MATERIAL AND METHODS: A double blind clinical trial study was conducted in a dormitory on 70 girls aged 11-14 years having the same socioeconomic and oral hygiene conditions. These students were randomly divided into 2 groups; the first group (N=35) using Sage mouthwash, and the second group (N=35) using placebo mouthwash without active any ingredients. At the baseline, plaque samples obtained from the buccal surfaces of teeth were sent to laboratory to achieve SM colony count. These tests were reevaluated after 21 days of using the mouthwashes. Statistical data analysis was performed using t-student tests with p<0.05 as the level of significance.
RESULTS: Sage mouthwash significantly reduced the colony count (P=0.001). Average number of colonies in test group was 3900 per plaque sample at the baseline, and 300 after mouthwash application. In the control group, pre-test colony count was 4400 that was reduced to 4000; although this reduction wasn't significant.
CONCLUSION: The Sage mouthwash effectively reduced the number of Streptococcus mutans in dental plaque.

Entities:  

Keywords:  Salvia officinalis; Streptococcus mutans; anti-bacterial agents; dental plaque

Year:  2015        PMID: 26668706      PMCID: PMC4676988     

Source DB:  PubMed          Journal:  Iran J Microbiol        ISSN: 2008-3289


INTRODUCTION

Dental caries is a worldwide oral disease, especially in developing countries, which form the major part of the world.
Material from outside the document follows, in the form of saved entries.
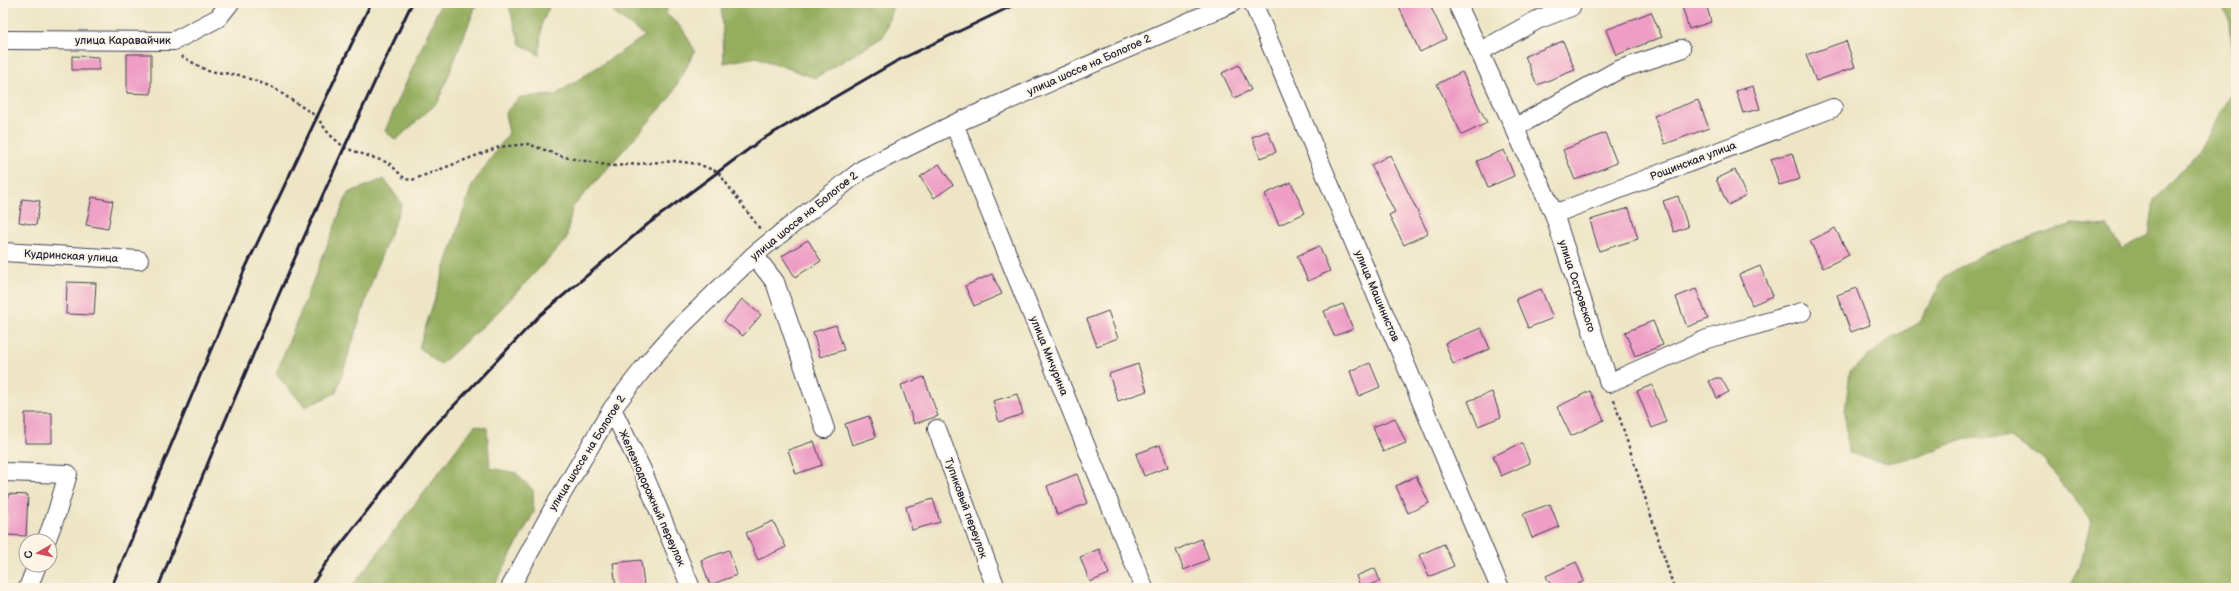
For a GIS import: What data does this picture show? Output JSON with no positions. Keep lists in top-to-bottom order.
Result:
{
  "streets": {
    "street": [
      "улица Каравайчик",
      "улица шоссе на Бологое 2",
      "Рощинская улица",
      "Кудринская улица",
      "улица Островского",
      "улица Машинистов",
      "улица Мичурина",
      "Железнодорожный переулок",
      "Тупиковый переулок"
    ]
  },
  "crossings": [
    ["улица шоссе на Бологое 2", "улица Мичурина"],
    ["улица шоссе на Бологое 2", "Железнодорожный переулок"],
    ["Рощинская улица", "улица Островского"]
  ],
  "north": "left"
}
Bacterial plaque is considered as an etiologic factor for caries, and oral self-care for plaque control is an essential step in the prevention from caries (1). Streptococcus mutans (SM) is the main bacteria in dental plaque, responsible for caries process (2). Due to the difficulties for teens in achieving complete plaque control, the administration of some antiplaque agents such as chemical or herbal antimicrobial dental products was suggested as an auxiliary protocol to tooth brushing (3). Considering all the disadvantages of using different chemical agents, many studies are being conducted on the effectiveness of herbal materials (4). Recently, antimicrobial effect of sage extract has been shown experimentally (5, 6). Dry sage leaves were used in folk medicine for a variety of disorders (7). Today, sage is also used as a traditional remedy for many diseases (8, 9). According to the results of previous studies (10, 11), and considering lack of randomized controlled trials on the effectiveness of sage extract on oral microorganisms, the aim of the present study was to evaluate the clinical effectiveness of a mouthwash containing Sage (1% Salvia officinalis) extract on reduction of SM in dental plaque in a group of school-aged children.

MATERIALS AND METHODS

Enrollment.

A double blind randomized clinical trial was conducted among female 11–14 year-old school children of Hamadan, Iran during the year 2012. Prior to the study, ethical clearance was obtained from Hamadan University Research Ethics Board (Protocol No: 1010/9/35/16). Permission to conduct the study among the school children was obtained from their guardians. The IRCT number is 2012070710204N. Each subject was provided with a written informed consent and all of the researchers undertook Helsinki treaty.

Mouth rinse preparation.

Sage mouthwash was extracted from the plant Salvia officinalis in the laboratory of a pharmaceutical company (Jahanghir, Tehran) by an expert pharmacologist. Leaves of the plant were chopped, fragmented, and broken into small pieces, and each 50 g of leaves were soaked in 1500 ml of solvent (50% water/ 50%ethanol [96%]) in a shaker apparatus (Heidolph Unimax; Schwabach, Germany) at 90 rpm for 48 hours. Thereafter, the solution was passed through a strainer and transferred to a rotar y evaporator apparatus (Heidolph WD2000; Schwabach, Germany) to separate the solvent from the extract. The 5% Sage mouthwash was prepared (0.5 g of extract in 100 ml distilled water) and poured into bottles each containing 240 ml of the solution. Normal saline mouthwash was prepared in the bottles with the same shape and color, to be used as control.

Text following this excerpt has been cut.